→ **HOW TO COMPLETE THIS TASK**
Would you restate all the data that follows, word for word?
───── WORKING DATA ─────
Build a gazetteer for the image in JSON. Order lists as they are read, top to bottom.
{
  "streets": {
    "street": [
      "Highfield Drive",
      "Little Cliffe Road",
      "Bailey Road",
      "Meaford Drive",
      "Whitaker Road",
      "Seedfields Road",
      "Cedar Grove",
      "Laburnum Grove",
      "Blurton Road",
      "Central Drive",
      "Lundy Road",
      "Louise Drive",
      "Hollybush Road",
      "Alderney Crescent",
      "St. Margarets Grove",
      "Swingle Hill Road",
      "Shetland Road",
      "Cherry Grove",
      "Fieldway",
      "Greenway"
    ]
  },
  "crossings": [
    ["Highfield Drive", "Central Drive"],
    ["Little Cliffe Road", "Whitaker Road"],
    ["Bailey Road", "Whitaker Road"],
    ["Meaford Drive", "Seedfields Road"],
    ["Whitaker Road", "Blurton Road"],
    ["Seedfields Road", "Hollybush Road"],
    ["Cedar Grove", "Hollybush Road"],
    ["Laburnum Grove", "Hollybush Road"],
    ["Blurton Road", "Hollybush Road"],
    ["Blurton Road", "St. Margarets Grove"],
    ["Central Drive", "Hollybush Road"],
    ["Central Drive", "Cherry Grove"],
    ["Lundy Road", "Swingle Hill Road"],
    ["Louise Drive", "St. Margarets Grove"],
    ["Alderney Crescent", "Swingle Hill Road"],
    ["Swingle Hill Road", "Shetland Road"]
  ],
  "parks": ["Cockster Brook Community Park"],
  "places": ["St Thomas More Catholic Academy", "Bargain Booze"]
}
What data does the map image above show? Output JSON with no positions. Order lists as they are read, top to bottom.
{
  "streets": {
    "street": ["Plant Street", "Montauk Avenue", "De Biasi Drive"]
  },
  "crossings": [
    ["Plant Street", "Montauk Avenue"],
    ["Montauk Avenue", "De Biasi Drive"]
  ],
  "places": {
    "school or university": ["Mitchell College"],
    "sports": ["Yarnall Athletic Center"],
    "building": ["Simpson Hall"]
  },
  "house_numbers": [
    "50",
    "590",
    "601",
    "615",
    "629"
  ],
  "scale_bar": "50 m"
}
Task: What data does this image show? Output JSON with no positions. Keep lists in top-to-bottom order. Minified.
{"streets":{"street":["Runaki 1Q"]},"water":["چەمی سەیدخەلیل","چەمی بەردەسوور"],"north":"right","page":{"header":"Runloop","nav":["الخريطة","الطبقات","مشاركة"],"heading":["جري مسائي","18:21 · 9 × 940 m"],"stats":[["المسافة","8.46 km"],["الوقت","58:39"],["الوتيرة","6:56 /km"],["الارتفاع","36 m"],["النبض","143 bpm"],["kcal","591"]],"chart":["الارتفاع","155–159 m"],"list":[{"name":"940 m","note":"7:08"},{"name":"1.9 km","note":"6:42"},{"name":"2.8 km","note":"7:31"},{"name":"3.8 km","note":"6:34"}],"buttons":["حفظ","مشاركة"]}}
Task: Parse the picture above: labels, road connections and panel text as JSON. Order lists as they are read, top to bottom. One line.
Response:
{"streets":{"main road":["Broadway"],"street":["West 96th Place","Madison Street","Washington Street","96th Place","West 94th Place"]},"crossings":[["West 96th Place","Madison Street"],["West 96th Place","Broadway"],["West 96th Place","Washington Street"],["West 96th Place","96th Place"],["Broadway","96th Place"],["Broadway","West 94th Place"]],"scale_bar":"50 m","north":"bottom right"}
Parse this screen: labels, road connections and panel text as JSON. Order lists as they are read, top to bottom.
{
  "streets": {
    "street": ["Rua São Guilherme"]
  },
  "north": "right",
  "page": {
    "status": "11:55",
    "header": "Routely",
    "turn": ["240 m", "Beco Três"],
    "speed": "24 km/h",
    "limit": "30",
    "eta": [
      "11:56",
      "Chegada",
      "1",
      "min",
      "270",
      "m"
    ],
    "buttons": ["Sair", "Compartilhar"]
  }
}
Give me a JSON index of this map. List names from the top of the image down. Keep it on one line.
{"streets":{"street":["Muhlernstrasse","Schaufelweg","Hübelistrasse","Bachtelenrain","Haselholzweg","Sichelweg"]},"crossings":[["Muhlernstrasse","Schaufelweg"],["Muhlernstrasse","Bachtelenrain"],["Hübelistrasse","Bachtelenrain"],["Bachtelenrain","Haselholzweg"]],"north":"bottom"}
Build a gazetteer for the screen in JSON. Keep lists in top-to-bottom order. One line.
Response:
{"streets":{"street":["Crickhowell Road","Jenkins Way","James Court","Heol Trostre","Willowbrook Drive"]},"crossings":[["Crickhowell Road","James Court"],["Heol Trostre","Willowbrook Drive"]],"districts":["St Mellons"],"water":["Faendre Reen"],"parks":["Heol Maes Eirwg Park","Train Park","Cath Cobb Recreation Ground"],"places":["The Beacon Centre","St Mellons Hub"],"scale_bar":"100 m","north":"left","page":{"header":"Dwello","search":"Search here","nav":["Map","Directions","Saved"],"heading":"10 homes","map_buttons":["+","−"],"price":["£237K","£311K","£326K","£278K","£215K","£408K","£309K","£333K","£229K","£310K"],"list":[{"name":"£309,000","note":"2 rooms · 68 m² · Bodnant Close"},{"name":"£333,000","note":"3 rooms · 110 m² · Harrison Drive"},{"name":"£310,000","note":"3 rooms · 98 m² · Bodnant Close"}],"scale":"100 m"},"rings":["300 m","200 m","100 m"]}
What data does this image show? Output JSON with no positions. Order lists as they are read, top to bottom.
─────
→ **OUTPUT FOR THIS TASK**
Build a gazetteer for the image in JSON. Order lists as they are read, top to bottom.
{
  "streets": {
    "street": [
      "Highfield Drive",
      "Little Cliffe Road",
      "Bailey Road",
      "Meaford Drive",
      "Whitaker Road",
      "Seedfields Road",
      "Cedar Grove",
      "Laburnum Grove",
      "Blurton Road",
      "Central Drive",
      "Lundy Road",
      "Louise Drive",
      "Hollybush Road",
      "Alderney Crescent",
      "St. Margarets Grove",
      "Swingle Hill Road",
      "Shetland Road",
      "Cherry Grove",
      "Fieldway",
      "Greenway"
    ]
  },
  "crossings": [
    ["Highfield Drive", "Central Drive"],
    ["Little Cliffe Road", "Whitaker Road"],
    ["Bailey Road", "Whitaker Road"],
    ["Meaford Drive", "Seedfields Road"],
    ["Whitaker Road", "Blurton Road"],
    ["Seedfields Road", "Hollybush Road"],
    ["Cedar Grove", "Hollybush Road"],
    ["Laburnum Grove", "Hollybush Road"],
    ["Blurton Road", "Hollybush Road"],
    ["Blurton Road", "St. Margarets Grove"],
    ["Central Drive", "Hollybush Road"],
    ["Central Drive", "Cherry Grove"],
    ["Lundy Road", "Swingle Hill Road"],
    ["Louise Drive", "St. Margarets Grove"],
    ["Alderney Crescent", "Swingle Hill Road"],
    ["Swingle Hill Road", "Shetland Road"]
  ],
  "parks": ["Cockster Brook Community Park"],
  "places": ["St Thomas More Catholic Academy", "Bargain Booze"]
}
What data does the map image above show? Output JSON with no positions. Order lists as they are read, top to bottom.
{
  "streets": {
    "street": ["Plant Street", "Montauk Avenue", "De Biasi Drive"]
  },
  "crossings": [
    ["Plant Street", "Montauk Avenue"],
    ["Montauk Avenue", "De Biasi Drive"]
  ],
  "places": {
    "school or university": ["Mitchell College"],
    "sports": ["Yarnall Athletic Center"],
    "building": ["Simpson Hall"]
  },
  "house_numbers": [
    "50",
    "590",
    "601",
    "615",
    "629"
  ],
  "scale_bar": "50 m"
}
Task: What data does this image show? Output JSON with no positions. Keep lists in top-to-bottom order. Minified.
{"streets":{"street":["Runaki 1Q"]},"water":["چەمی سەیدخەلیل","چەمی بەردەسوور"],"north":"right","page":{"header":"Runloop","nav":["الخريطة","الطبقات","مشاركة"],"heading":["جري مسائي","18:21 · 9 × 940 m"],"stats":[["المسافة","8.46 km"],["الوقت","58:39"],["الوتيرة","6:56 /km"],["الارتفاع","36 m"],["النبض","143 bpm"],["kcal","591"]],"chart":["الارتفاع","155–159 m"],"list":[{"name":"940 m","note":"7:08"},{"name":"1.9 km","note":"6:42"},{"name":"2.8 km","note":"7:31"},{"name":"3.8 km","note":"6:34"}],"buttons":["حفظ","مشاركة"]}}
Task: Parse the picture above: labels, road connections and panel text as JSON. Order lists as they are read, top to bottom. One line.
Response:
{"streets":{"main road":["Broadway"],"street":["West 96th Place","Madison Street","Washington Street","96th Place","West 94th Place"]},"crossings":[["West 96th Place","Madison Street"],["West 96th Place","Broadway"],["West 96th Place","Washington Street"],["West 96th Place","96th Place"],["Broadway","96th Place"],["Broadway","West 94th Place"]],"scale_bar":"50 m","north":"bottom right"}
Parse this screen: labels, road connections and panel text as JSON. Order lists as they are read, top to bottom.
{
  "streets": {
    "street": ["Rua São Guilherme"]
  },
  "north": "right",
  "page": {
    "status": "11:55",
    "header": "Routely",
    "turn": ["240 m", "Beco Três"],
    "speed": "24 km/h",
    "limit": "30",
    "eta": [
      "11:56",
      "Chegada",
      "1",
      "min",
      "270",
      "m"
    ],
    "buttons": ["Sair", "Compartilhar"]
  }
}
Give me a JSON index of this map. List names from the top of the image down. Keep it on one line.
{"streets":{"street":["Muhlernstrasse","Schaufelweg","Hübelistrasse","Bachtelenrain","Haselholzweg","Sichelweg"]},"crossings":[["Muhlernstrasse","Schaufelweg"],["Muhlernstrasse","Bachtelenrain"],["Hübelistrasse","Bachtelenrain"],["Bachtelenrain","Haselholzweg"]],"north":"bottom"}
Build a gazetteer for the screen in JSON. Keep lists in top-to-bottom order. One line.
Response:
{"streets":{"street":["Crickhowell Road","Jenkins Way","James Court","Heol Trostre","Willowbrook Drive"]},"crossings":[["Crickhowell Road","James Court"],["Heol Trostre","Willowbrook Drive"]],"districts":["St Mellons"],"water":["Faendre Reen"],"parks":["Heol Maes Eirwg Park","Train Park","Cath Cobb Recreation Ground"],"places":["The Beacon Centre","St Mellons Hub"],"scale_bar":"100 m","north":"left","page":{"header":"Dwello","search":"Search here","nav":["Map","Directions","Saved"],"heading":"10 homes","map_buttons":["+","−"],"price":["£237K","£311K","£326K","£278K","£215K","£408K","£309K","£333K","£229K","£310K"],"list":[{"name":"£309,000","note":"2 rooms · 68 m² · Bodnant Close"},{"name":"£333,000","note":"3 rooms · 110 m² · Harrison Drive"},{"name":"£310,000","note":"3 rooms · 98 m² · Bodnant Close"}],"scale":"100 m"},"rings":["300 m","200 m","100 m"]}
What data does this image show? Output JSON with no positions. Order lists as they are read, top to bottom.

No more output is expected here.